Su questa delega Davigo deve ancora esprimersi: ma, secondo il suo predecessore all’Anm Sabelli, era “troppo generica” e destinata a portare “tensioni” quando si discuterà dei “dettagli”. Già, perché i dettagli da definire sono parecchi. Giusto per fare un esempio, alla Camera è stato cancellato pure il riferimento alla cosiddetta “udienza filtro” (tra le intercettazioni rilevanti e quelle inutilizzabili): serviva a fissare il momento preciso in cui cadeva il divieto di pubblicare le intercettazioni . Adesso, l’udienza è stata sostituita con il vago “scansione procedimentale per la selezione del materiale”. Una formula di stile che in sé non dice nulla: significa che il testo non fissa un momento preciso per la diffusione. Sarà il governo a decidere: stabilendo modalità, tempistica, ed eventuali sanzioni.
Sempre il governo stabilirà i paletti del reato per chi diffonde con intenti diffamatori le registrazioni fraudolente.

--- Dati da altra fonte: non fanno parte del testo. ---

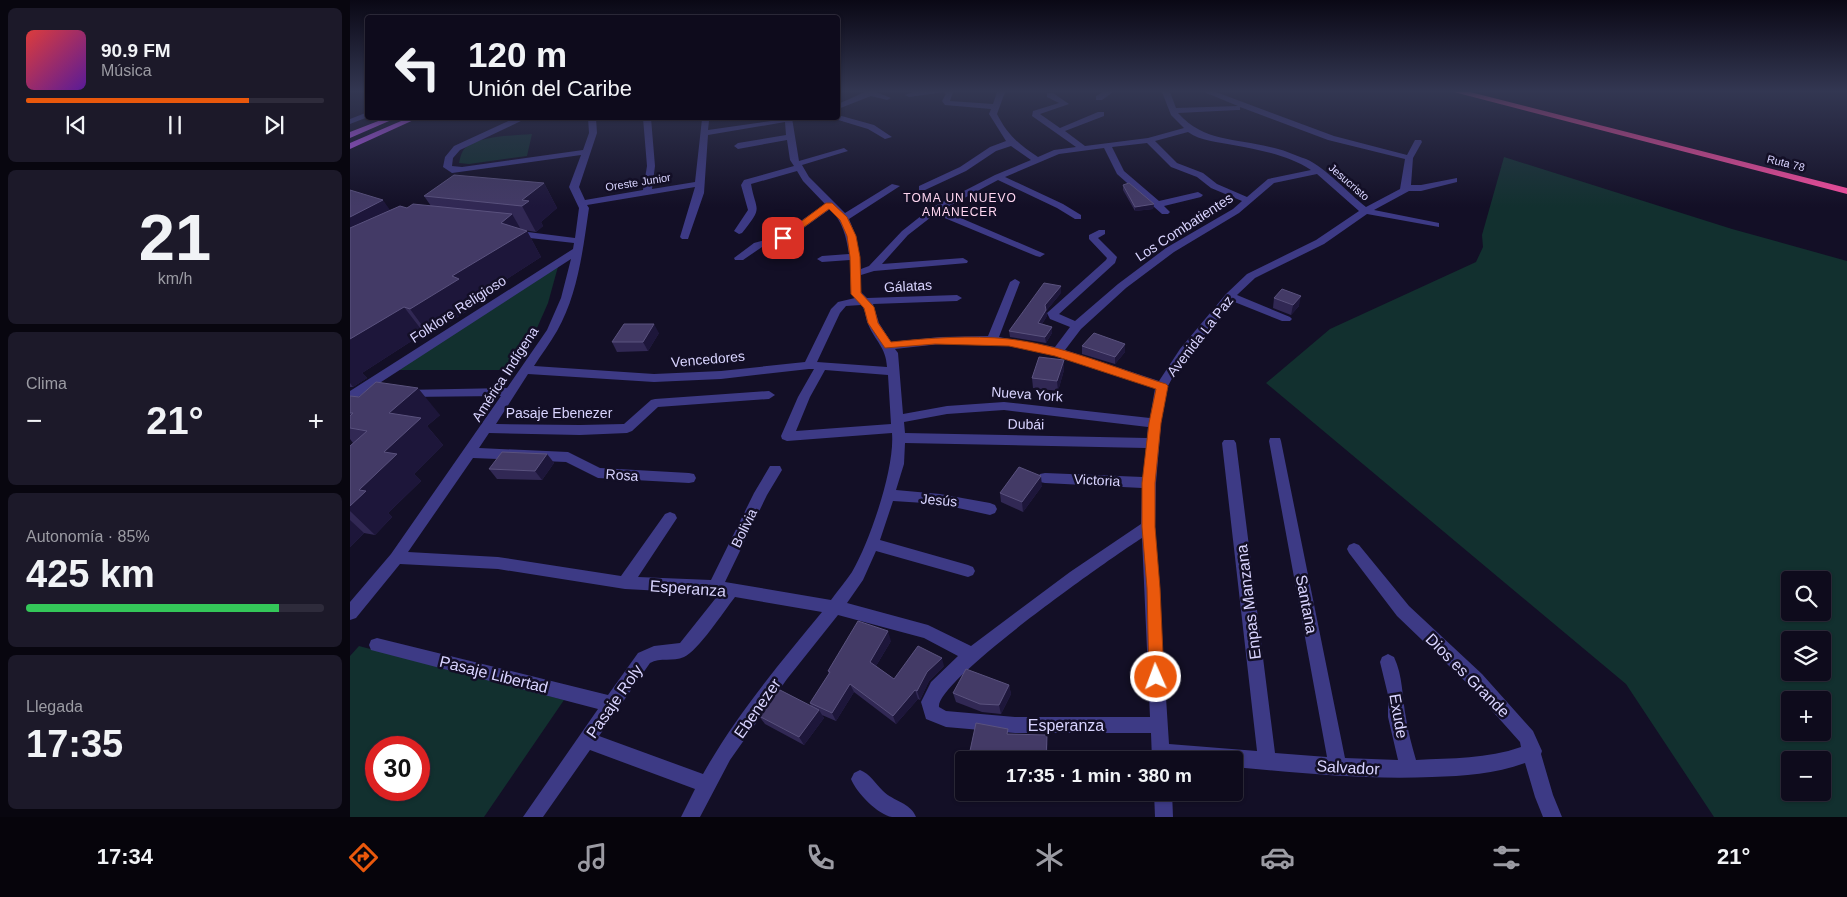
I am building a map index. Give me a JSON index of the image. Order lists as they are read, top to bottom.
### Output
{
  "streets": {
    "highway": ["Ruta 78"],
    "street": [
      "Oreste Junior",
      "Jesucristo",
      "Los Combatientes",
      "Gálatas",
      "Folklore Religioso",
      "Avenida La Paz",
      "Vencedores",
      "América Indígena",
      "Nueva York",
      "Pasaje Ebenezer",
      "Dubái",
      "Rosa",
      "Victoria",
      "Jesús",
      "Bolivia",
      "Esperanza",
      "Enpas Manzana",
      "Santana",
      "Pasaje Libertad",
      "Dios es Grande",
      "Pasaje Roly",
      "Ebenezer",
      "Exude",
      "Salvador"
    ]
  },
  "crossings": [
    ["Oreste Junior", "América Indígena"],
    ["Jesucristo", "Los Combatientes"],
    ["Jesucristo", "Avenida La Paz"],
    ["Gálatas", "Vencedores"],
    ["Folklore Religioso", "América Indígena"],
    ["Avenida La Paz", "Nueva York"],
    ["Avenida La Paz", "Dubái"],
    ["Avenida La Paz", "Victoria"],
    ["Avenida La Paz", "Esperanza"],
    ["Vencedores", "América Indígena"],
    ["Vencedores", "Ebenezer"],
    ["América Indígena", "Pasaje Ebenezer"],
    ["América Indígena", "Rosa"],
    ["América Indígena", "Esperanza"],
    ["Nueva York", "Dubái"],
    ["Nueva York", "Ebenezer"],
    ["Dubái", "Ebenezer"],
    ["Jesús", "Ebenezer"],
    ["Bolivia", "Esperanza"],
    ["Bolivia", "Pasaje Roly"],
    ["Esperanza", "Pasaje Roly"],
    ["Esperanza", "Ebenezer"],
    ["Enpas Manzana", "Salvador"],
    ["Santana", "Salvador"],
    ["Pasaje Libertad", "Pasaje Roly"],
    ["Dios es Grande", "Salvador"],
    ["Exude", "Salvador"]
  ],
  "districts": ["TOMA UN NUEVO AMANECER"],
  "page": {
    "turn": ["120 m", "Unión del Caribe"],
    "song": ["90.9 FM", "Música"],
    "tile": [
      ["21", "km/h"],
      "Clima",
      ["Autonomía · 85%", "425 km"],
      ["Llegada", "17:35"]
    ],
    "heat": ["−", "21°", "+"],
    "map_buttons": ["+", "−"],
    "limit": "30",
    "trip": "17:35 · 1 min · 380 m",
    "tabs": ["17:34", "21°"]
  }
}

E deciderà pure in che modo saranno semplificate le condizioni per l’uso delle intercettazioni “nei procedimenti per i più gravi reati contro la pubblica amministrazione”.
Che Renzi non riformerà le intercettazioni, dunque, è vero e nello stesso tempo non è vero. Le riformerà, quando il provvedimento sul processo penale sarà arrivato in fondo al suo iter. Ma senza toccare le indagini. La sua preoccupazione sarà la “tutela della riservatezza”, in specie nei confronti di “terzi” non coinvolti: che poi, almeno secondo alcuni calcoli, tale riservatezza sia stata violata solo 12 volte in vent’anni, non è cosa che agli occhi di Renzi ne diminuisca l’importanza.